*WHAT IS NEEDED:* Figure out the number of lines in the entries that hold the string "index", then give that number and nothing else.
>>>>
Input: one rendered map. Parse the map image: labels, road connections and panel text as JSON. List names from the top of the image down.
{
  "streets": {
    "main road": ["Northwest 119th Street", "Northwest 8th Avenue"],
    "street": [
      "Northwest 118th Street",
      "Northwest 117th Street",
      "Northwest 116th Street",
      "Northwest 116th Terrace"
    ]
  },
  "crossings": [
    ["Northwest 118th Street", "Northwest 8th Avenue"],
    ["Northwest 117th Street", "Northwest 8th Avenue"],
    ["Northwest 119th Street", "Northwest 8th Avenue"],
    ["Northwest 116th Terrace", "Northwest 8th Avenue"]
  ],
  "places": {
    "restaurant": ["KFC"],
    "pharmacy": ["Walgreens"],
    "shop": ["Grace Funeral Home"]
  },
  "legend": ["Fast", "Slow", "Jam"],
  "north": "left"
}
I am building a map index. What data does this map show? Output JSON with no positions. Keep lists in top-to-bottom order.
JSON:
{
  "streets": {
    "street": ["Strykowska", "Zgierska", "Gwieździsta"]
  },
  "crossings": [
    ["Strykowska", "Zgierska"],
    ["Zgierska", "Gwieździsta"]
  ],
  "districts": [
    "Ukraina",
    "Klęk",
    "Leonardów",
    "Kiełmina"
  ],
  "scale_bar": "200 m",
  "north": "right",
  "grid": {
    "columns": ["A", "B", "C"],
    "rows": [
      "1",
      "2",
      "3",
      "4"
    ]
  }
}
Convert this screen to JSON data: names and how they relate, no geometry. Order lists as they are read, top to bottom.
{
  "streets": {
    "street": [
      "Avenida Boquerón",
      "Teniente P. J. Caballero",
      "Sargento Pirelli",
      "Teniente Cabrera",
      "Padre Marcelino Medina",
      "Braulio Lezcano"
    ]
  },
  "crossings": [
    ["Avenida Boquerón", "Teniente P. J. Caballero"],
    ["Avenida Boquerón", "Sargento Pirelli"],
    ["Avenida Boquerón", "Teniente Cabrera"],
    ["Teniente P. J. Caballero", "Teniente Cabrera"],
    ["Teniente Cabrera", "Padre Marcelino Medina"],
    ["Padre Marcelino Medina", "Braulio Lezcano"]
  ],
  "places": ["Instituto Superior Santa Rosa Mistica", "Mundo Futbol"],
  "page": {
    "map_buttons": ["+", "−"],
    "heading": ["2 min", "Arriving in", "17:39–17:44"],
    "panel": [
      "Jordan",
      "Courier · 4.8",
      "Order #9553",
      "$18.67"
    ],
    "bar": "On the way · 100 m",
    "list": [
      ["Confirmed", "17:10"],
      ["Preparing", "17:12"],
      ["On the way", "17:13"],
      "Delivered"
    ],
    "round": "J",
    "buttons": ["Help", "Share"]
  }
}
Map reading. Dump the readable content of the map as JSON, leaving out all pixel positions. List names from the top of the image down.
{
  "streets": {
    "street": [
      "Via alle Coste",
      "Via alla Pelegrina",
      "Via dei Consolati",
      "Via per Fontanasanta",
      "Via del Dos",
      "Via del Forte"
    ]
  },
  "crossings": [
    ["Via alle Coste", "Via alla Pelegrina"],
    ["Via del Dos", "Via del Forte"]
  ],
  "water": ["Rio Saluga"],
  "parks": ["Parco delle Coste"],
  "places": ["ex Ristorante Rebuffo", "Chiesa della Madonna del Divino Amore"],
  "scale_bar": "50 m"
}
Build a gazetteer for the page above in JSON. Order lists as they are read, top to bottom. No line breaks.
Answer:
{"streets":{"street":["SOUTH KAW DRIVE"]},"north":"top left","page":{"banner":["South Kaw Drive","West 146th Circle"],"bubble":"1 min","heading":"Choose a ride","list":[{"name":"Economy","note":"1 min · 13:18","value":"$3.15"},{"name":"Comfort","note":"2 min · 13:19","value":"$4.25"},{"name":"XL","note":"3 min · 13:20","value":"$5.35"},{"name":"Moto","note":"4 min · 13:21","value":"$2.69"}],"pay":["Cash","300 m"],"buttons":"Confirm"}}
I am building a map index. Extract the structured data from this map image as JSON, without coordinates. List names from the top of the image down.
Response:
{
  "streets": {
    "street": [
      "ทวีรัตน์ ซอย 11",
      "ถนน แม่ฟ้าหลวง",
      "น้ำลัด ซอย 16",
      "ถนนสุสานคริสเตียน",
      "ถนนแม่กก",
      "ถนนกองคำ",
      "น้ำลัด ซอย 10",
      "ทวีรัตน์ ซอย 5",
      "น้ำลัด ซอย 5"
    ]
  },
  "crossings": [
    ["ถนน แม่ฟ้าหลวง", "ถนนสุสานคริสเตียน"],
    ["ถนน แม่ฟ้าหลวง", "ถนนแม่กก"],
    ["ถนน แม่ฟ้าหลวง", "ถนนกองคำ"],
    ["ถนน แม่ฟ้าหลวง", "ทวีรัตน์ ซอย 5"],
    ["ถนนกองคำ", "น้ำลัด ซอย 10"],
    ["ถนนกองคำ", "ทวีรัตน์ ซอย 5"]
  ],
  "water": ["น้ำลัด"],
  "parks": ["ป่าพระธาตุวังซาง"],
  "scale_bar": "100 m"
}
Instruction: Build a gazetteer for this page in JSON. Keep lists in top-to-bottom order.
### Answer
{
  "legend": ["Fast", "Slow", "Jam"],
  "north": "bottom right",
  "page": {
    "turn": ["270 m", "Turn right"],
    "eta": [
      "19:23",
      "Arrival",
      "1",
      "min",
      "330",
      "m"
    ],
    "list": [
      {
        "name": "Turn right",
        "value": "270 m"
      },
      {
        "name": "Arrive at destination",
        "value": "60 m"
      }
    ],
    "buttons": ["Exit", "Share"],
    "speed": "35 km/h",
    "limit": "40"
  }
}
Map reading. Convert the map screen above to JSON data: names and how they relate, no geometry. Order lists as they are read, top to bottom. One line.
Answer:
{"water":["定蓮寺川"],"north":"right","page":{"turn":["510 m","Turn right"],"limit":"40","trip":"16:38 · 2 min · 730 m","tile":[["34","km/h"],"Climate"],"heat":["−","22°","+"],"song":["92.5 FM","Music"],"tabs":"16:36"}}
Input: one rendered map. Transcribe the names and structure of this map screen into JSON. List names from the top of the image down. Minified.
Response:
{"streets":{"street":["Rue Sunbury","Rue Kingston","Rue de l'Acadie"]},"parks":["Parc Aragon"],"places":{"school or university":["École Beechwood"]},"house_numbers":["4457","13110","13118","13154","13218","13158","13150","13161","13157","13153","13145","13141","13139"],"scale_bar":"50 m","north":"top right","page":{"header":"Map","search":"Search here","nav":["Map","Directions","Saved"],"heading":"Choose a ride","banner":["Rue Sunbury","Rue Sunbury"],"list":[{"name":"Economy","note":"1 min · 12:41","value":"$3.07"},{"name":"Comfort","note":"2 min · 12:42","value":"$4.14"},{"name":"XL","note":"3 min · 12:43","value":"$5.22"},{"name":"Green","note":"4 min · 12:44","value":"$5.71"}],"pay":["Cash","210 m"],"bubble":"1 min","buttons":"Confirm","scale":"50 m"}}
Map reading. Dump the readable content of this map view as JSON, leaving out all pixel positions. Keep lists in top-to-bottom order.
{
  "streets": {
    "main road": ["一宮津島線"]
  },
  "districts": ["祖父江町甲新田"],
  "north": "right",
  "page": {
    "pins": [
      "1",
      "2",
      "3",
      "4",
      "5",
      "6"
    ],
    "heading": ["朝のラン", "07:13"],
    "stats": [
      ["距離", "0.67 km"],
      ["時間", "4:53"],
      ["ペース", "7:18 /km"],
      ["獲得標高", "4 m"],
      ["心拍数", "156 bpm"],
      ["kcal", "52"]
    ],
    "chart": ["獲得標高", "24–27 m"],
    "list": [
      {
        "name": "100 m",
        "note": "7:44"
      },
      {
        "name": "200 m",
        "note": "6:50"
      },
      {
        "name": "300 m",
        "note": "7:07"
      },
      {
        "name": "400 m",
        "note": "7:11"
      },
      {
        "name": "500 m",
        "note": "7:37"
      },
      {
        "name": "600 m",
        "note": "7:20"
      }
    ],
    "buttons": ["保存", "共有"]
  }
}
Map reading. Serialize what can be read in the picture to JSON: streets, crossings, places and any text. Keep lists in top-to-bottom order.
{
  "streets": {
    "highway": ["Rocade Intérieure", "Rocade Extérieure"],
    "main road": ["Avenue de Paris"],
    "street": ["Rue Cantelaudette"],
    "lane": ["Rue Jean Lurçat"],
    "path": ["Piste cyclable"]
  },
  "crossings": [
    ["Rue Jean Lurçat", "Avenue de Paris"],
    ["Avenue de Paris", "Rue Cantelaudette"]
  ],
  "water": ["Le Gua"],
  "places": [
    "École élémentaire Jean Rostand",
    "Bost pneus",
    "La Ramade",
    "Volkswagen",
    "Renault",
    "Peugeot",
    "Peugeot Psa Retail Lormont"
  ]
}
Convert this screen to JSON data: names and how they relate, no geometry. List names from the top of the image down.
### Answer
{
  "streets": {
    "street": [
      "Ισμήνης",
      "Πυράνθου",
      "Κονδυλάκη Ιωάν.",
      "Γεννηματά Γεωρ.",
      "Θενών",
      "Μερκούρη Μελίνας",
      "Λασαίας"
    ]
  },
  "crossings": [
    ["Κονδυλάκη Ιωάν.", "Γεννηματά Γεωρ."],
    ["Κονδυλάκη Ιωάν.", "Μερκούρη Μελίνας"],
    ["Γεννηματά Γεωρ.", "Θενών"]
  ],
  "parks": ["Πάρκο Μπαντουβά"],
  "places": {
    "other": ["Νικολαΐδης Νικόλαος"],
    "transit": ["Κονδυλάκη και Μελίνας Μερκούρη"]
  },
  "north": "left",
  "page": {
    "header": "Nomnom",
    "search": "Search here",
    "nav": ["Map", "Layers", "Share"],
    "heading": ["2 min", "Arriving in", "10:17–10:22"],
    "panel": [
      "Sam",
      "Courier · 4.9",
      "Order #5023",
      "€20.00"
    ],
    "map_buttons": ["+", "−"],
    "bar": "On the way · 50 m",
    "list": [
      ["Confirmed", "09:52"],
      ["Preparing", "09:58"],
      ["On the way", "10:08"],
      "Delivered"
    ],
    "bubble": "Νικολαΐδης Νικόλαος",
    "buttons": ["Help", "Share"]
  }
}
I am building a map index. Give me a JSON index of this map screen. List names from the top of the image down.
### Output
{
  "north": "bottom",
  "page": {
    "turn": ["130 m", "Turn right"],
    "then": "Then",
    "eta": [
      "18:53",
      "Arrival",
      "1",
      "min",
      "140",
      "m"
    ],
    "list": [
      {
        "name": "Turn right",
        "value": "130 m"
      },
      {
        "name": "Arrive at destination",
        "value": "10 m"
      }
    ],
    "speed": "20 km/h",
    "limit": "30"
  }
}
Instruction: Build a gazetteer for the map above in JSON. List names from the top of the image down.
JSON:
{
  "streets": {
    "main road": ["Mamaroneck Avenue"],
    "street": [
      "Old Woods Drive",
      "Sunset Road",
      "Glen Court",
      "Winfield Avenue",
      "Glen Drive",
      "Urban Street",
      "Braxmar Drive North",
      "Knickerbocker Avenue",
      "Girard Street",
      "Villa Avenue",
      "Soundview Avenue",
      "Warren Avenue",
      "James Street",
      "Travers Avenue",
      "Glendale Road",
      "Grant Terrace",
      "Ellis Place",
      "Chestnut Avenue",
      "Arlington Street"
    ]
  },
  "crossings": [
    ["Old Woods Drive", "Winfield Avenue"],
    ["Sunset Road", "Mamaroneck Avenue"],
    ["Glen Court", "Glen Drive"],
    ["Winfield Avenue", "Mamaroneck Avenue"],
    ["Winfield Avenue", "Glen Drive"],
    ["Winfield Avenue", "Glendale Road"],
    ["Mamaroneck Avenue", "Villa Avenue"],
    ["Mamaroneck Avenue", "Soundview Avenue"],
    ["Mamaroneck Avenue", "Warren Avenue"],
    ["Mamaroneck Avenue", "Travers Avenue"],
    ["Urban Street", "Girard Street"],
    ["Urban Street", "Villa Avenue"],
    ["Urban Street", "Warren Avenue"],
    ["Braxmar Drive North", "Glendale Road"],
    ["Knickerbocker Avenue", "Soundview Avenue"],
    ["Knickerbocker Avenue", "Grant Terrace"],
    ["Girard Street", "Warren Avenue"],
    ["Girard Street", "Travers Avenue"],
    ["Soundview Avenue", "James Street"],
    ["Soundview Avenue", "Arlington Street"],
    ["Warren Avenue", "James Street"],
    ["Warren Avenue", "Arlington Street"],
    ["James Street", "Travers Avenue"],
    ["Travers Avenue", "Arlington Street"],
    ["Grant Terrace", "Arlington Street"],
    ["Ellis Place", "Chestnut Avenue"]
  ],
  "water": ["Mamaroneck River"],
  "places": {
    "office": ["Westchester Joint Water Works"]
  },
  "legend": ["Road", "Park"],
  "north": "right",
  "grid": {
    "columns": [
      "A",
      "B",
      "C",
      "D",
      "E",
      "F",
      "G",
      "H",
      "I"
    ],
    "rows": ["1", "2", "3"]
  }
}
<<<<
*PROBLEM SOLUTION:* 3